Avrò le capacità? Avrò talento? Avrò orecchio? Sarò portato per la musica?

Sono domande che è quasi inevitabile porsi quando si inizia a suonare ma, forse, non ci si chiede mai a quali capacità si faccia riferimento.  Ci vuole il fatidico Orecchio, bisogna essere “portati… Ma cos’è questo Talento musicale che tutti sperano di possedere?

Ovviamente le risposte possibili sono parecchie e molti sono i tentativi di dare un senso “oggettivo” a questo concetto che, secondo alcuni, sarebbe possibile misurare in modo standardizzato, univoco, universale. Se, però, provo a “ignorare” per un attimo tutte queste teorie o scuole di pensiero, e guardo alla mia esperienza diretta di insegnante, mi viene da dire che il Talento musicale (con la T maiuscola) non esiste. Non esiste soprattutto se si tenta di definirlo a prescindere dalle culture musicali a cui ci si accosta, a prescindere dagli obiettivi che ci si pone – o che qualcuno o qualcosa ci impone -; è abbastanza lapalissiano constatare che musiche diverse richiedano attitudini diverse.

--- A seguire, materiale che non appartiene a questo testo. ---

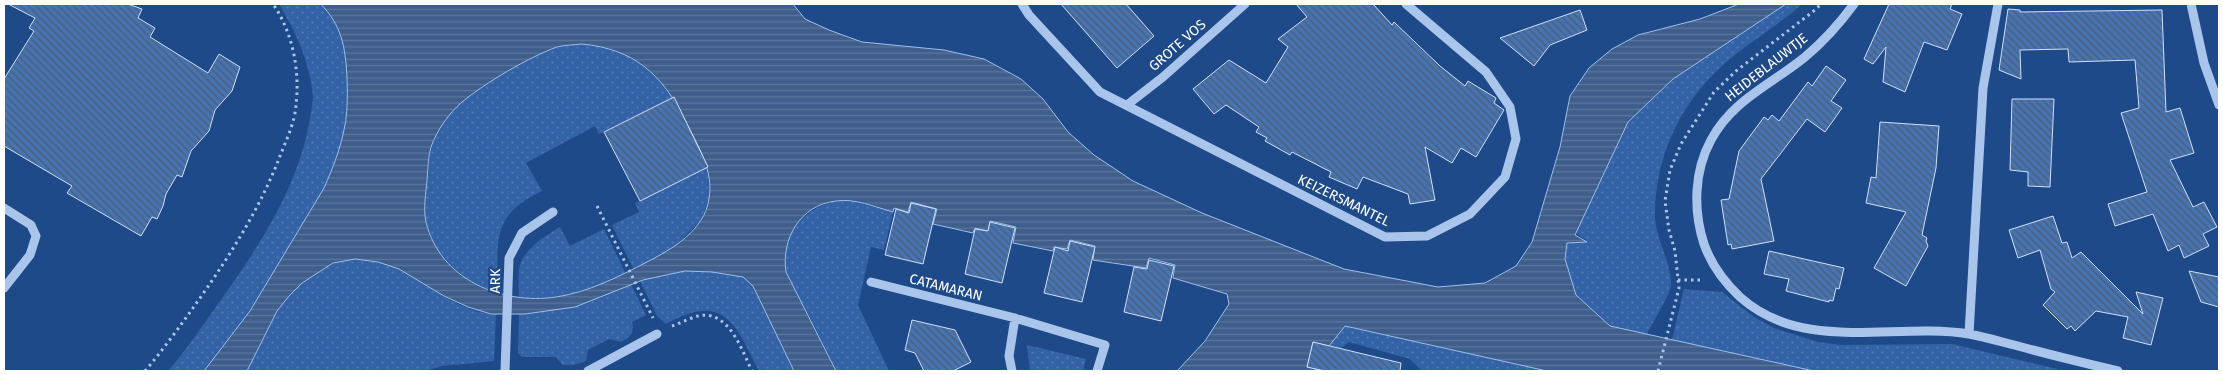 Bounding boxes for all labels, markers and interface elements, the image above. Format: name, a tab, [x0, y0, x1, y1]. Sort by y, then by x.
street label: GROTE VOS	[1145, 16, 1210, 75]
street label: HEIDEBLAUWTJE	[1721, 30, 1811, 105]
street label: KEIZERSMANTEL	[1295, 171, 1393, 230]
street label: ARK	[487, 268, 504, 294]
street label: CATAMARAN	[908, 270, 984, 305]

Però, ci sarà pure la possibilità di definire cos’è il Talento in musica…

La risposta è ancora:­­ no!

Per  togliersi dall’empasse forse è meglio porre la questione in termini diversi e complicare un po’ il tutto uscendo dal pensiero “unico” e adottandone uno “plurale” chiedendosi quali siano, e come siano riconoscibili, capacità, attitudini, predisposizioni che concernono le musicalità dell’essere umano nelle loro possibili manifestazioni. In questi 15 anni di insegnamento, non ho mai trovato un allievo uguale all’altro e ho toccato con mano, ho scoperto, tantissimi generi di qualità musicali che si possono combinare tra loro, a volte in modo interdipendente, sia in modo armonico sia sconnesso, in tempi e modi che variano anche all’interno delle “carriera” musicale di uno stesso soggetto.

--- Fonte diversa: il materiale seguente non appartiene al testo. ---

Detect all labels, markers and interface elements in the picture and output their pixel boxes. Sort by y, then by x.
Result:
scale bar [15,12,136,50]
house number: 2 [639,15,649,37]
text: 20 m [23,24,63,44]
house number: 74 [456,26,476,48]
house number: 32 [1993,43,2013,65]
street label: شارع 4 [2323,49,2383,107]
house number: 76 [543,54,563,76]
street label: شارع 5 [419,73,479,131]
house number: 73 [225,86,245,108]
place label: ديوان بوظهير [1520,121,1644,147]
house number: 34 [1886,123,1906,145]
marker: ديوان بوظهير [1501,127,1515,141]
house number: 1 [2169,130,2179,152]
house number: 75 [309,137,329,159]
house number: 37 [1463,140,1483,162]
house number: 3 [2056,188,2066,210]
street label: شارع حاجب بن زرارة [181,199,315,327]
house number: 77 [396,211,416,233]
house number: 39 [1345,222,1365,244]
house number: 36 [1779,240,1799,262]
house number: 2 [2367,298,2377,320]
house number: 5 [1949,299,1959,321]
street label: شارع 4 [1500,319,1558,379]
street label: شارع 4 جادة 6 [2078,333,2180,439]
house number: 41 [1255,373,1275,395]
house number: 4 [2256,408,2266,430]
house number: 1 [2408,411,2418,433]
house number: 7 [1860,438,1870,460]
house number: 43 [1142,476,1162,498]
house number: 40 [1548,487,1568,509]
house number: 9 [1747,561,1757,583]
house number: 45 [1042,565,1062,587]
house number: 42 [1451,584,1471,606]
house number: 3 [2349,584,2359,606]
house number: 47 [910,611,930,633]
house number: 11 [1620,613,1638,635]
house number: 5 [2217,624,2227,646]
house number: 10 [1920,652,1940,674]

Provo a fare un parzialissimo elenco:

– Capacità di riconoscere le altezze. E’ ciò che nel discorso comune viene definito “orecchio”; sembra essere l’ostacolo che incute più timore, saper riconoscere le note così come si riconoscono i colori. C’è chi ha un buon orecchio sin da subito, chi fa più fatica, ma c’è chi è più bravo a riconoscere e riprodurre una melodia, chi invece è più portato a riconoscere un giro armonico, quindi altezze sovrapposte; non è così scontato decidere quale delle due cose sia più facile: dipende dalle persone.

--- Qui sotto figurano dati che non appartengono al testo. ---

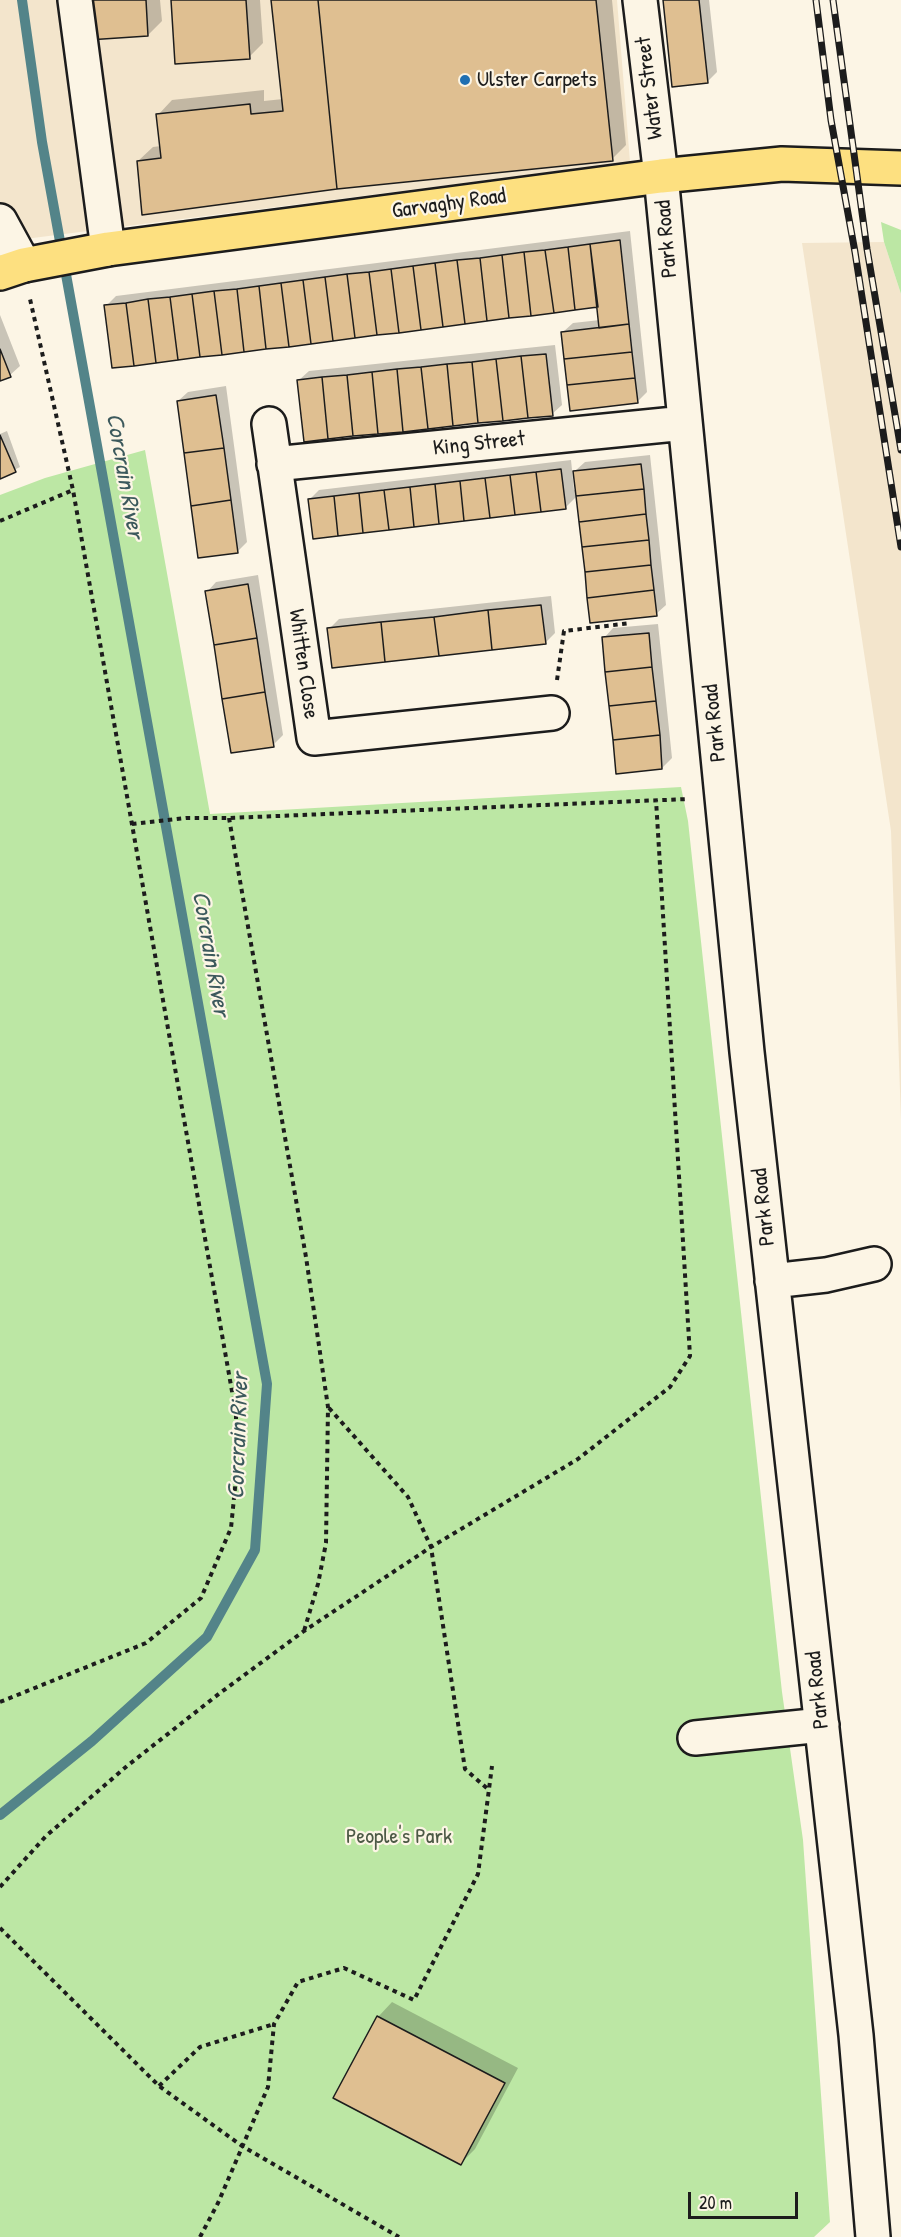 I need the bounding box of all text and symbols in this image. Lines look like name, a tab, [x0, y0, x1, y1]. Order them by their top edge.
street label: Water Street	[631, 35, 669, 141]
place label: Ulster Carpets	[477, 67, 597, 93]
marker: Ulster Carpets	[458, 73, 472, 87]
street label: Garvaghy Road	[390, 183, 508, 225]
street label: Park Road	[650, 199, 684, 279]
water label: Corcrain River	[99, 411, 149, 541]
street label: King Street	[432, 426, 526, 462]
street label: Whitten Close	[282, 607, 324, 721]
street label: Park Road	[698, 683, 732, 763]
water label: Corcrain River	[185, 889, 235, 1019]
street label: Park Road	[747, 1167, 781, 1247]
water label: Corcrain River	[222, 1372, 256, 1500]
street label: Park Road	[801, 1650, 835, 1730]
park label: People's Park	[346, 1824, 452, 1850]
scale bar	[691, 2180, 800, 2218]
text: 20 m	[699, 2190, 732, 2215]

– Ritmo. Imparare a suonare a tempo, o meglio: essere consapevoli degli impulsi ritmici , imparare a giocarci.

– Suono. Capacità di avere un buon suono sul proprio strumento, un suono più o meno personale, potente, delicato, una pronuncia elegante o rozza. Orecchio timbrico, si potrebbe dire.

Dato che mi occupo di improvvisazione, bisogna che elenchi alcune tra le attitudini che la riguardano, quindi: fantasia, memoria, capacità di ascoltare gli altri, capacità di ascoltare e imitare, capacità di ascoltare e fare qualcosa di diverso, saper rispettare gli altri, mettersi in gioco, prendersi delle responsabilità, prendersi e dare spazi.

Dicevo: ogni allievo che ho incontrato partiva con un mix diverso di queste e altre attitudini, ognuno poi in grado di svilupparle con tempi e processi diversi: ho imparato a lasciar perdere le previsioni su ciò che ci si poteva aspettare dalla crescita musicale di ognuno, non sono estranee alla musica tenacia  e convinzione. Compito di un insegnante potrebbe essere quello di aiutare ad armonizzare le varie capacità, sia cercando di migliorare gli aspetti in cui uno è o si sente più debole, sia valorizzando il più possibile le caratteristiche peculiari di ognuno.

Insomma, c’è chi ha un bel suono, chi ha più fantasia, chi riesce a riprodurre meglio e più velocemente ciò che gli viene proposto, chi ha più ritmo… In  musica siamo tutti diversamente abili.